Lo que ocurre en el presente en las bases colombianas donde antaño hubo presencia formal e infraestructura de apoyo militar norteamericano –Palanquero, Apiay, Bahía Málaga, Tolemaida, Malambo, Larandia y Cartagena– hoy en día nadie puede afirmarlo con certeza. Pero sí existe una creencia arraigada en el dominio público que la inteligencia estadounidense –la CIA en particular– ha sido clave para la realización de operativos en contra de jefes guerrilleros y que se efectúan continuamente otras operaciones como ejercicios conjuntos, brigadas e intercambios. Todo ello bajo los paraguas antidrogas.
El elemento central de las relaciones entre Estados Unidos y Colombia sigue siendo la contaminación de los dos países por la narcoactividad. Si bien es cierto que nuestra subregión sigue siendo deleznada por la potencia norteamericana, Colombia se encuentra en un plano diferente. Y su posición preeminente hoy está reforzada por la posición destacada que Venezuela viene desarrollando en el criminal negocio de la droga. Venezuela es la que ha conseguido que la relación Bogotá-Washington se atornille con mucha fuerza.
Caracas desde 2005 cesó sus acuerdos de cooperación antidrogas con Norteamérica y sin embargo las evidencias de que el país limítrofe a Colombia se ha transformado en una importante ruta del narcotráfico existen. El pasado 2 de marzo el informe de la DEA “Evaluación Nacional de la Amenaza de las Drogas 2020”, indicaba que 24% de la producción mundial de cocaína transita por Venezuela.
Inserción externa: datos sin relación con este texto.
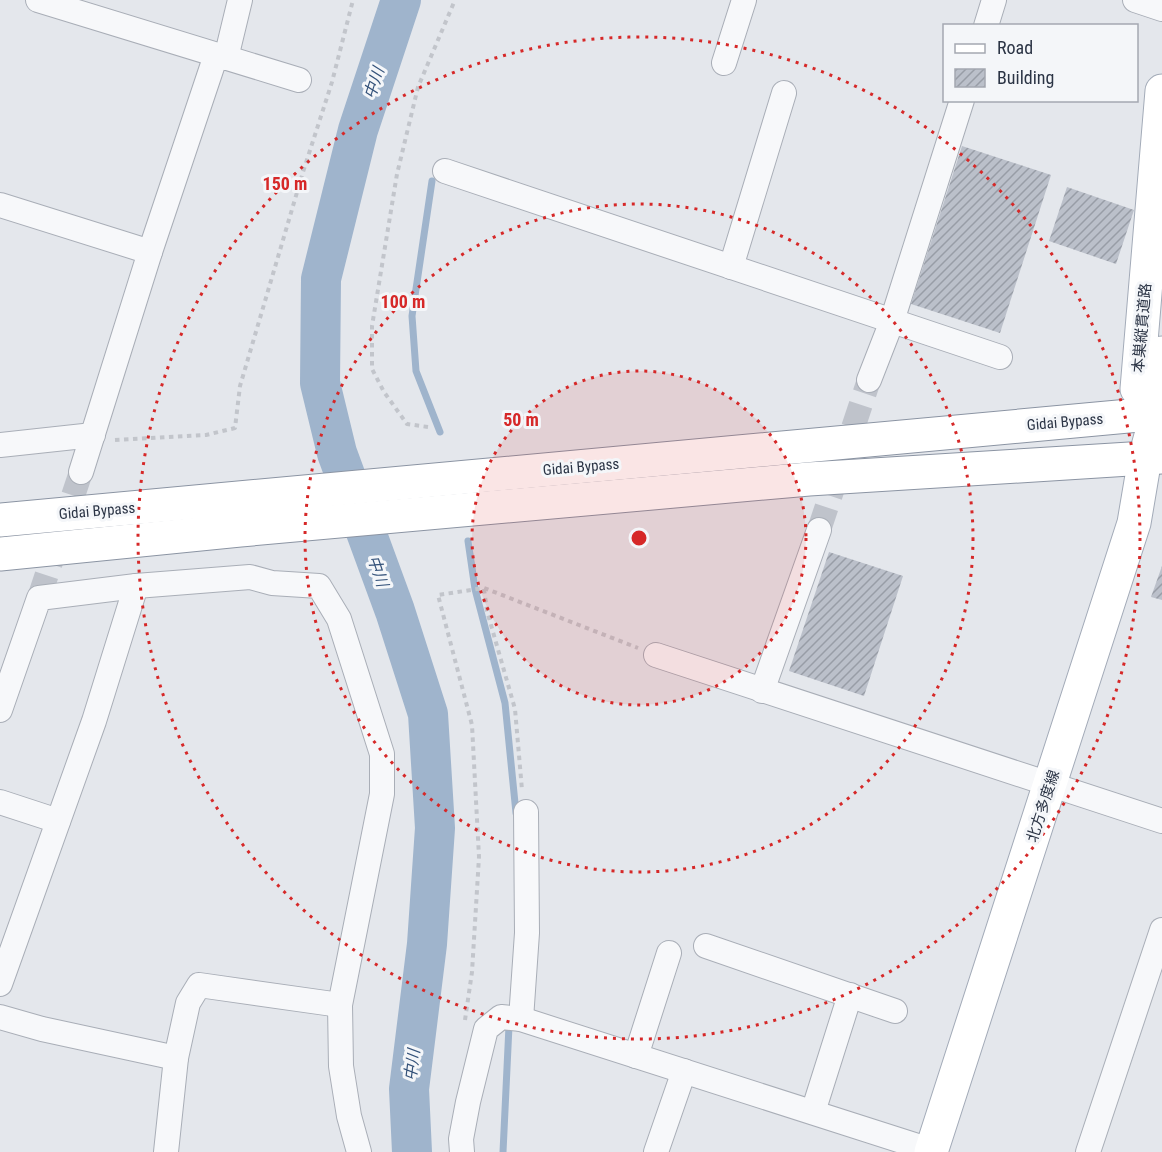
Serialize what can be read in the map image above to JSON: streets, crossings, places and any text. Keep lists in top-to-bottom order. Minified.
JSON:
{"streets":{"main road":["本巣縦貫道路","Gidai Bypass","北方多度線"]},"crossings":[["本巣縦貫道路","Gidai Bypass"],["本巣縦貫道路","北方多度線"]],"water":["中川"],"legend":["Road","Building"],"rings":["150 m","100 m","50 m"]}
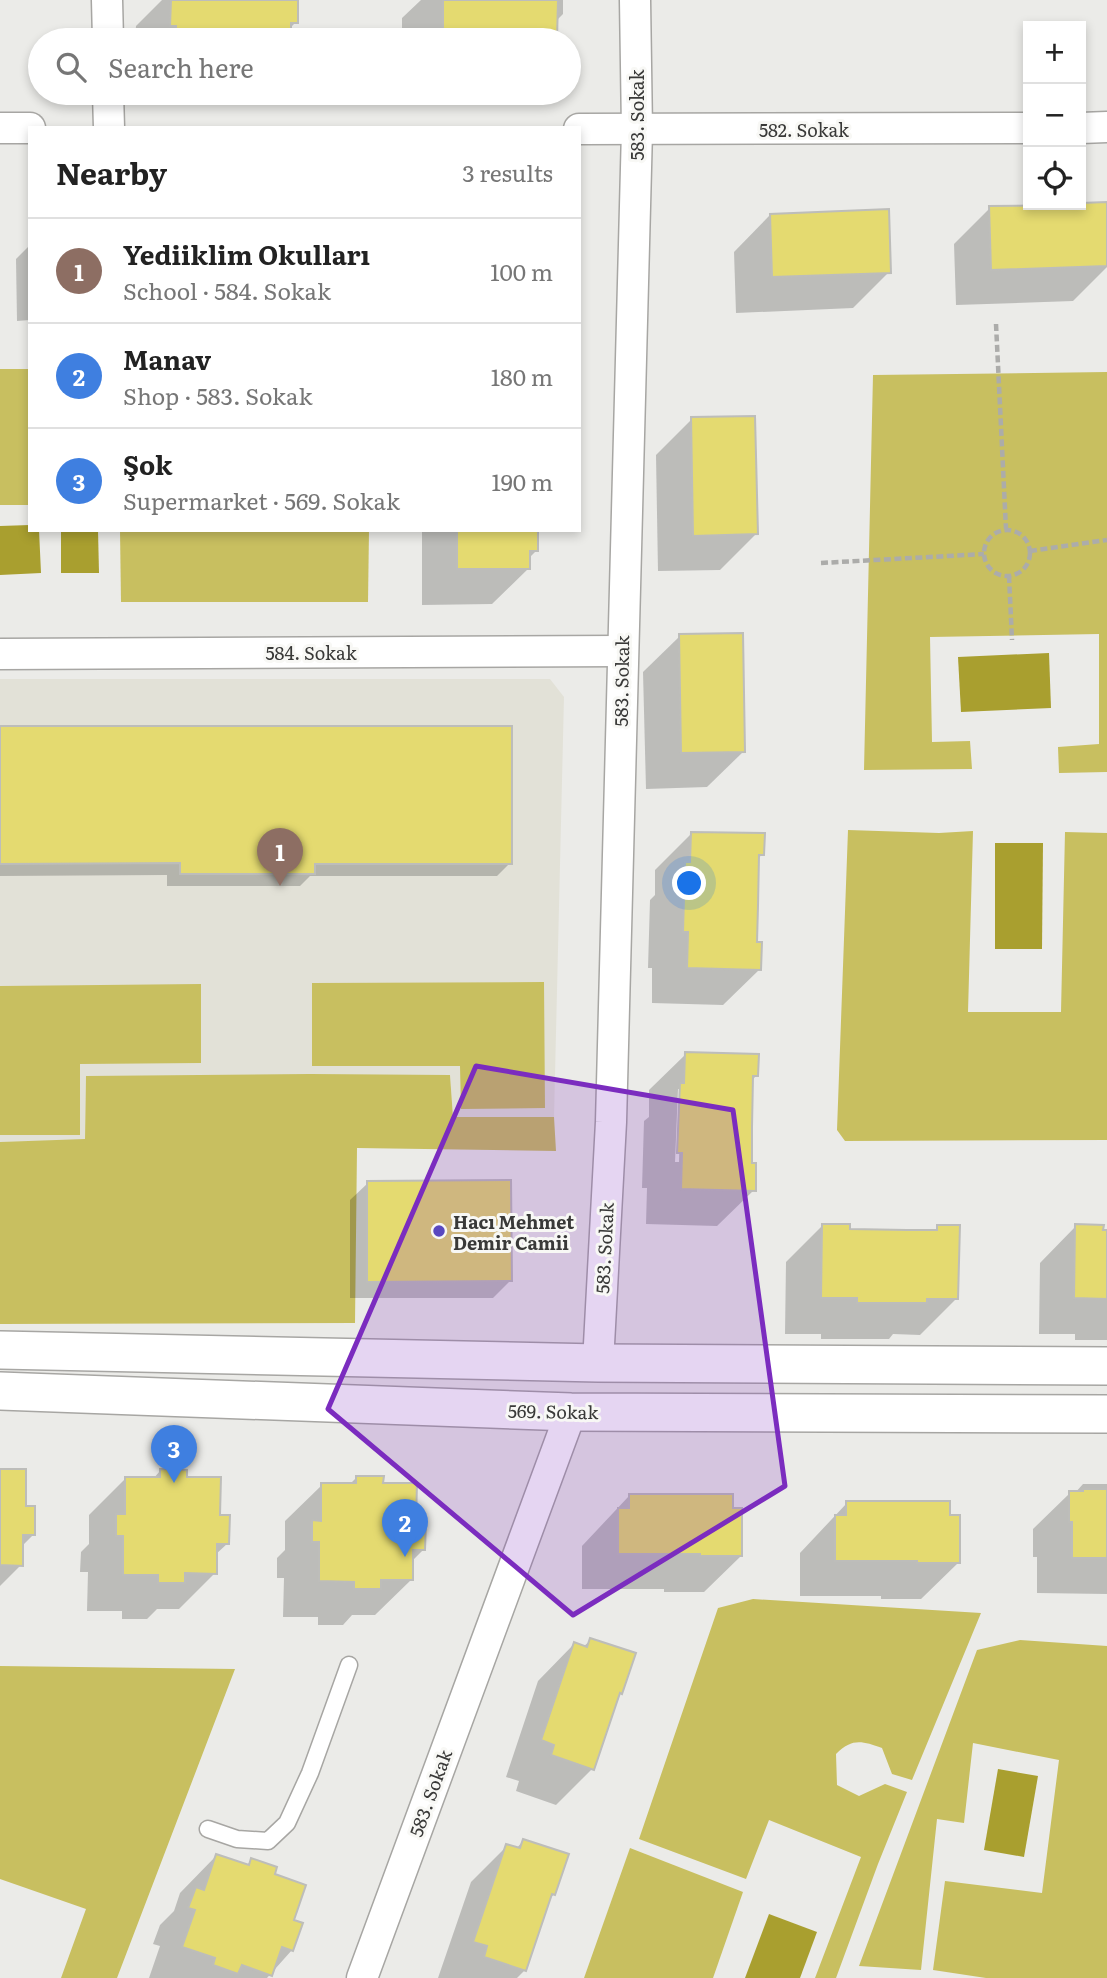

Hay buenas razones para pensar que Colombia se ha vuelto un importante lugar de observación para detectar estos flujos de sustancias ilegales que van a parar en Estados Unidos. Posiblemente basado en los datos recabados desde Colombia fue que a inicios de 2020, el fiscal general de Estados Unidos, William Barr, dio a conocer una acusación penal, en la que vincula a Nicolás Maduro y a militares y ministros del gabinete con actividades de tráfico de drogas junto a disidencias de las FARC y ofrece una gruesa suma de dinero por su captura.
Medidas de este género se constituyen en un eslabón de calibre en la relación estadounidense con Colombia y demuestran que Venezuela ha pasado a estar presente en todo aquello que los une o que los separa.